Middle English had a past-participle adjective annichilate "destroyed, annulled, reduced to nothing" (late 14c.), from past participle of Old French anichiler "annihilate, destroy" (14c.) or the Medieval Latin verb.
annul (v.)
late 14c., "invalidate, make void, nullify;" from Anglo-French and Old French anuler "cancel, wipe out" (13c.) or directly from Late Latin annullare "to make to nothing," from Latin ad "to" (see ad-) + nullum, neuter of nullus "nothing, none," from PIE root *ne- "not." Related: Annulled; annulling.
aught (n.2)
"nothing, zero," faulty separation of a naught (see naught). See adder for similar misdivisions.
deny (v.)

early 14c., "declare to be untrue or untenable," from Old French denoiir "deny, repudiate, withhold," from Latin denegare "to deny, reject, refuse" (source of Italian dinegarre, Spanish denegar), from de "away" (see de-) + negare "refuse, say 'no,' " from Old Latin nec "not," from Italic base *nek- "not," from PIE root *ne- "not."

From late 14c. as "refuse, refuse to grant or give," also "refuse to acknowledge, disavow, disown." Sense of "refuse access to" is from 1660s.
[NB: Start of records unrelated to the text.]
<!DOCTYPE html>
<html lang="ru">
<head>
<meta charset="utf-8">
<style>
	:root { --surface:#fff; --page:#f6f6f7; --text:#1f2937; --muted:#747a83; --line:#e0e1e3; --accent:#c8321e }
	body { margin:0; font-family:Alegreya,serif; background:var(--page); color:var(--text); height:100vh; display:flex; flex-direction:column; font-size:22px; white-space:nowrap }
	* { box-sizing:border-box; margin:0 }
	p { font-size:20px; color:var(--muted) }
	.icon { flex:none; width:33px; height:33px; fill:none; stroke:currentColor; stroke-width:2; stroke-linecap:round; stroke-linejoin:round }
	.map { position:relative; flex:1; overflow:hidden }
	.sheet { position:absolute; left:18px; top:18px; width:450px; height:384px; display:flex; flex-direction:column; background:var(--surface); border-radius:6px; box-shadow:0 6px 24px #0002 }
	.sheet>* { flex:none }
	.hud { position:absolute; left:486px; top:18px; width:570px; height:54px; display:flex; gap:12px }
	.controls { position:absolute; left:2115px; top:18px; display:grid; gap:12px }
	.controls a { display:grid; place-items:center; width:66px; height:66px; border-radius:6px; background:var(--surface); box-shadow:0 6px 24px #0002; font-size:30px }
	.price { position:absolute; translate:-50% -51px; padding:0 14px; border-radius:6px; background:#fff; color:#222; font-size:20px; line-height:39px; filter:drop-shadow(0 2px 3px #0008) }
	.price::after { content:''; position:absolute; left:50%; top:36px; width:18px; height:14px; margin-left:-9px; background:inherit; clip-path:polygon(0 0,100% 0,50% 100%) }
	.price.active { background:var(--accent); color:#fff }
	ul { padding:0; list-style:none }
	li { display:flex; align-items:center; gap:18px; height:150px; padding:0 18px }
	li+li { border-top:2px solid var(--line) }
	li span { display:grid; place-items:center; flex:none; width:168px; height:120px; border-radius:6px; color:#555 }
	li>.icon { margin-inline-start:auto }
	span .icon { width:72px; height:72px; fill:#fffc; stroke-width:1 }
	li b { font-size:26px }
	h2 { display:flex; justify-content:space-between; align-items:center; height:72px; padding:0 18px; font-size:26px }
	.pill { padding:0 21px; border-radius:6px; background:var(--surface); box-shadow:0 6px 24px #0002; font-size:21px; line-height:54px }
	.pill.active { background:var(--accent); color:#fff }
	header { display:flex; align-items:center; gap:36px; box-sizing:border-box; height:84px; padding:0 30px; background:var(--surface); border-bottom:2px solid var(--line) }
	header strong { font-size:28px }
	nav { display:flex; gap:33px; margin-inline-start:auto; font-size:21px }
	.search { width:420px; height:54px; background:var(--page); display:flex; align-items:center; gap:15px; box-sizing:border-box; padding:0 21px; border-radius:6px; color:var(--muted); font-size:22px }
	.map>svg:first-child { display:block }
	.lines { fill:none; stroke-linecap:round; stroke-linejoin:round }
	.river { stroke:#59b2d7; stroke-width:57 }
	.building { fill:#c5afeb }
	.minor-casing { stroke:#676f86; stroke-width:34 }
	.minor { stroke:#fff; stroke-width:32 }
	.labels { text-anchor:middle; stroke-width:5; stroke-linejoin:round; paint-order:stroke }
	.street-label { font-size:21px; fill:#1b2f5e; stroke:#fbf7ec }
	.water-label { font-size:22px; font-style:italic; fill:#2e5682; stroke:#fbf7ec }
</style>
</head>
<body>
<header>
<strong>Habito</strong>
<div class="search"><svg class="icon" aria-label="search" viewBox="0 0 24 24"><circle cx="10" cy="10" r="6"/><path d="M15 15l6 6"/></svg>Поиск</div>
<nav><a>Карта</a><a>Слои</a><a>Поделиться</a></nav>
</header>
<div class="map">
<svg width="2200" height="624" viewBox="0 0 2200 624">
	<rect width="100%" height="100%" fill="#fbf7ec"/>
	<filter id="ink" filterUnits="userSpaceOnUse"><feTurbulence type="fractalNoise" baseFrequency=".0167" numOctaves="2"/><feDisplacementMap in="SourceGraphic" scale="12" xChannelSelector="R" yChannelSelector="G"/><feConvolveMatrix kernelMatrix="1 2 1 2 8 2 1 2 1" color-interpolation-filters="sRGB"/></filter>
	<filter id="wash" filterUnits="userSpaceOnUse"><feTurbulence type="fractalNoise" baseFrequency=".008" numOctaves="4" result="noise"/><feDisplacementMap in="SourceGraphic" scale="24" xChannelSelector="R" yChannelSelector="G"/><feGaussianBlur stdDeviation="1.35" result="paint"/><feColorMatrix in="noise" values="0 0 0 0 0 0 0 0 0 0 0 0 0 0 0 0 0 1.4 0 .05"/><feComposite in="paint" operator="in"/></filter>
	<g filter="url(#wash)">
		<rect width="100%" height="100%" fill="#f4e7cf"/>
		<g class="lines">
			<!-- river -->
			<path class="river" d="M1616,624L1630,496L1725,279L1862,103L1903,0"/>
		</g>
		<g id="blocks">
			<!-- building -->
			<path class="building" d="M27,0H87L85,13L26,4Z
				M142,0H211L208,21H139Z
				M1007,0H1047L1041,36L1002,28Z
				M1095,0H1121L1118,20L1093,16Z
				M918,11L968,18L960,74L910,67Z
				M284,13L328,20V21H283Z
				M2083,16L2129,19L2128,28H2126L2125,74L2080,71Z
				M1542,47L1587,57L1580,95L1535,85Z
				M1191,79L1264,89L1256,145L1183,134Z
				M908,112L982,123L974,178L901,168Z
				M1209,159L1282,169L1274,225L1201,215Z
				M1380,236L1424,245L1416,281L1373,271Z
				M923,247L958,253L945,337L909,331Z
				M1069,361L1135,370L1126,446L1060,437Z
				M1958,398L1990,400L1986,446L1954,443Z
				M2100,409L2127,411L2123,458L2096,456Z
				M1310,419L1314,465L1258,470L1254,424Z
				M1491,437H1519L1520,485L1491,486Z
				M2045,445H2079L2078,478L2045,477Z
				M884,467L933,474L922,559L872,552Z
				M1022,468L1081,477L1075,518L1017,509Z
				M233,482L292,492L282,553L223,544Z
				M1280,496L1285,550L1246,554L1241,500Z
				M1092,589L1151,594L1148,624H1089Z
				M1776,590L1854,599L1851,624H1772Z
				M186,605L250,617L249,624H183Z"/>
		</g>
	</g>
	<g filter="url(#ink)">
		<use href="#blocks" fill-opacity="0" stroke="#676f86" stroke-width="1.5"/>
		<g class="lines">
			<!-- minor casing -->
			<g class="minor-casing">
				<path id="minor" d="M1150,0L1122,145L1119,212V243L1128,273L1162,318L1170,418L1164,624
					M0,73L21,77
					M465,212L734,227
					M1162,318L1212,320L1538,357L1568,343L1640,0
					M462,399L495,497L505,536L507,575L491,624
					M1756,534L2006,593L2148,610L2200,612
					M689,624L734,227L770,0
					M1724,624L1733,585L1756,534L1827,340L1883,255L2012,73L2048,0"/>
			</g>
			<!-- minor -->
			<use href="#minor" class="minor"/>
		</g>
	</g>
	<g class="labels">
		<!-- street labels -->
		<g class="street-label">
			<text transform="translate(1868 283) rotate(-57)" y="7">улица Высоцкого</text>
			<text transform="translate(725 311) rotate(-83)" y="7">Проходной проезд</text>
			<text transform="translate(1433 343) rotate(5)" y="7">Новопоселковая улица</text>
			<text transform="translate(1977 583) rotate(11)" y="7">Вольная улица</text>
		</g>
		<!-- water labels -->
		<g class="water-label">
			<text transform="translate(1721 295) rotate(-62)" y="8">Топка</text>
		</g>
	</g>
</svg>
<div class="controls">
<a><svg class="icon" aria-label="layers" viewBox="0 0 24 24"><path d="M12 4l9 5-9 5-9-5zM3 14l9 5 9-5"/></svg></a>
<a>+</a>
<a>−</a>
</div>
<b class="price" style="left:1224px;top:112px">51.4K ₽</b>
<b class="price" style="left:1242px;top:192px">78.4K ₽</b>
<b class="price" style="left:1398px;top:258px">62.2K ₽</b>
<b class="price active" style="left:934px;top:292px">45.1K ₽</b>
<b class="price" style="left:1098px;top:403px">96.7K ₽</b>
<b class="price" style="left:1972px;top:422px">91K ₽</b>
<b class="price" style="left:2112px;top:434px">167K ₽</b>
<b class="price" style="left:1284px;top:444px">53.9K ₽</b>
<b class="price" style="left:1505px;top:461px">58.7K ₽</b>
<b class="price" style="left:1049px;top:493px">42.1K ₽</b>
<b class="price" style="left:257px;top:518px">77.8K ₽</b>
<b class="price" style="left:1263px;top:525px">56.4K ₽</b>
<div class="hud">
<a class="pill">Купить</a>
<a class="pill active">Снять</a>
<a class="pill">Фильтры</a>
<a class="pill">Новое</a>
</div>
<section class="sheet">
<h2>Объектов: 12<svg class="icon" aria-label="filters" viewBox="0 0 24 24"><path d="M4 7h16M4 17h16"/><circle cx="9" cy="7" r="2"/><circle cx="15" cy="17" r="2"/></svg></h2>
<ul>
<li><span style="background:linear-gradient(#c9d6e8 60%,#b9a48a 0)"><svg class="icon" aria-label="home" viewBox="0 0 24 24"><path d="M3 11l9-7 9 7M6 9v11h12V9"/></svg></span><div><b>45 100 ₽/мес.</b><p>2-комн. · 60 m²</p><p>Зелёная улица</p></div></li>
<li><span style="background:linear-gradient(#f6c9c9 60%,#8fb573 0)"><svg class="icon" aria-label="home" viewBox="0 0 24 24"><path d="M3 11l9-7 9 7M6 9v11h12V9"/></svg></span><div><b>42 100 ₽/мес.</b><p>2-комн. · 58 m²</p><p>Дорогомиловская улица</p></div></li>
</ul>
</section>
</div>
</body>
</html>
Related: Denied; denying.

I may not understand what you say, but I'll defend to your death my right to deny it. [Albert Alligator, "Pogo," Sept. 26, 1951] 
hobnob (v.)
1763, "to drink to each other," from hob and nob (1756) "to toast each other by turns, to buy alternate rounds of drinks," alteration of hab nab "to have or have not, hit or miss" (c. 1550), which is probably ultimately from Old English habban, nabban "have, not have," (that is, "to take or not take," used later as an invitation to drinking), with the negative particle ne- attached (from PIE root *ne- "not"), as was customary; see have. Modern sense of "socialize" is 1866. Related: Hobnobbed; hobnobbing.
in- (1)
Origin and meaning of in-
word-forming element meaning "not, opposite of, without" (also im-, il-, ir- by assimilation of -n- with following consonant, a tendency which began in later Latin), from Latin in- "not," cognate with Greek an-, Old English un-, all from PIE root *ne- "not."

In Old French and Middle English often en-, but most of these forms have not survived in Modern English, and the few that do (enemy, for instance) no longer are felt as negative. The rule of thumb in English has been to use in- with obviously Latin elements, un- with native or nativized ones.